▶ [WHAT IS EXPECTED] All entries are to be reproduced exactly; the pictures are to be omitted.

▶ [RECORDS FOR THIS EXERCISE]

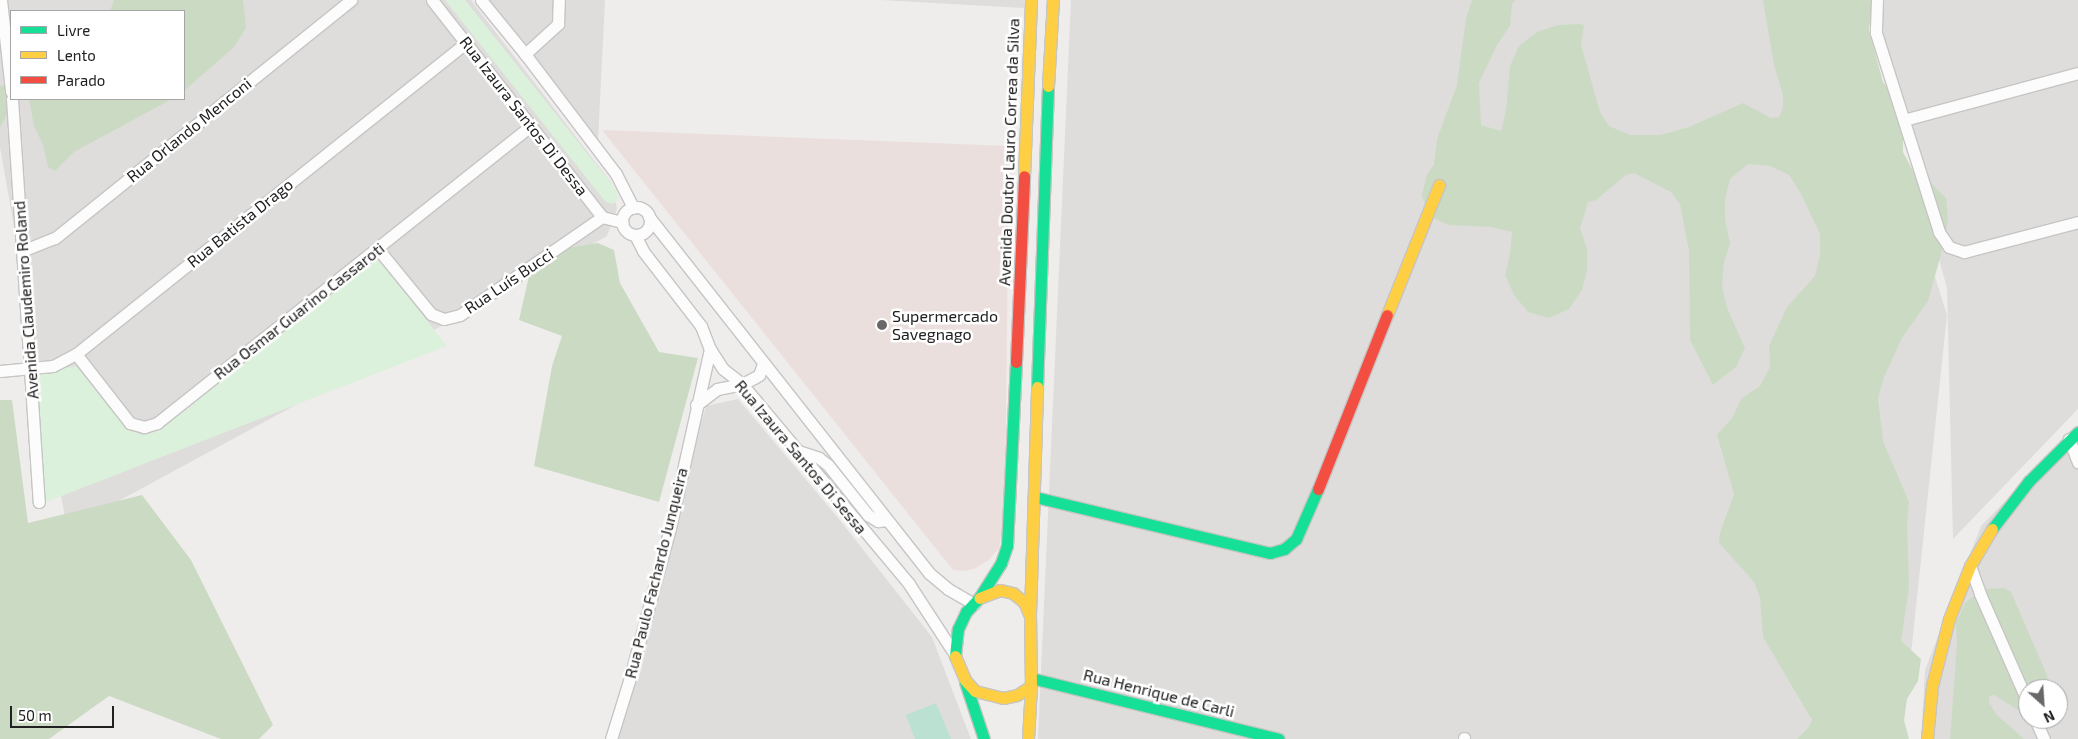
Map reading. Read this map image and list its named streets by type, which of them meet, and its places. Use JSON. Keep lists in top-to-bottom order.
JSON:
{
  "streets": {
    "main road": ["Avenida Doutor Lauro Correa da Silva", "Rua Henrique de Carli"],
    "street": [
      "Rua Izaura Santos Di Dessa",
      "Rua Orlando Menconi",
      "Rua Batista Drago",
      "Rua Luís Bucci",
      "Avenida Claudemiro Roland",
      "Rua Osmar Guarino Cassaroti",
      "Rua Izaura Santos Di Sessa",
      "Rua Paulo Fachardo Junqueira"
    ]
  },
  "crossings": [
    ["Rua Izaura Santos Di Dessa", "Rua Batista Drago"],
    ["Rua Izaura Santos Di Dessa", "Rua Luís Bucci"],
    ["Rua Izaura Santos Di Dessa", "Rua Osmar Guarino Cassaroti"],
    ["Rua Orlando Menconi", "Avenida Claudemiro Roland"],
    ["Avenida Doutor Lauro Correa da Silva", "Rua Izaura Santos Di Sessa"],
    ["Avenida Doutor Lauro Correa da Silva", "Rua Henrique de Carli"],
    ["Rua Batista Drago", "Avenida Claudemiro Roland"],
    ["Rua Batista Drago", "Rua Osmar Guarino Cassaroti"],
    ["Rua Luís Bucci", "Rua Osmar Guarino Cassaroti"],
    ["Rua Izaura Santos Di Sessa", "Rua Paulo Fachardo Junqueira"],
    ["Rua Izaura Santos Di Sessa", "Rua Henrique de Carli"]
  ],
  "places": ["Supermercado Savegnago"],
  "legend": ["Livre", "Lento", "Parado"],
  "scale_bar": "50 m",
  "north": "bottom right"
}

▶ [PROBLEM SOLUTION]
Map reading. Read this map image and list its named streets by type, which of them meet, and its places. Use JSON. Keep lists in top-to-bottom order.
JSON:
{
  "streets": {
    "main road": ["Avenida Doutor Lauro Correa da Silva", "Rua Henrique de Carli"],
    "street": [
      "Rua Izaura Santos Di Dessa",
      "Rua Orlando Menconi",
      "Rua Batista Drago",
      "Rua Luís Bucci",
      "Avenida Claudemiro Roland",
      "Rua Osmar Guarino Cassaroti",
      "Rua Izaura Santos Di Sessa",
      "Rua Paulo Fachardo Junqueira"
    ]
  },
  "crossings": [
    ["Rua Izaura Santos Di Dessa", "Rua Batista Drago"],
    ["Rua Izaura Santos Di Dessa", "Rua Luís Bucci"],
    ["Rua Izaura Santos Di Dessa", "Rua Osmar Guarino Cassaroti"],
    ["Rua Orlando Menconi", "Avenida Claudemiro Roland"],
    ["Avenida Doutor Lauro Correa da Silva", "Rua Izaura Santos Di Sessa"],
    ["Avenida Doutor Lauro Correa da Silva", "Rua Henrique de Carli"],
    ["Rua Batista Drago", "Avenida Claudemiro Roland"],
    ["Rua Batista Drago", "Rua Osmar Guarino Cassaroti"],
    ["Rua Luís Bucci", "Rua Osmar Guarino Cassaroti"],
    ["Rua Izaura Santos Di Sessa", "Rua Paulo Fachardo Junqueira"],
    ["Rua Izaura Santos Di Sessa", "Rua Henrique de Carli"]
  ],
  "places": ["Supermercado Savegnago"],
  "legend": ["Livre", "Lento", "Parado"],
  "scale_bar": "50 m",
  "north": "bottom right"
}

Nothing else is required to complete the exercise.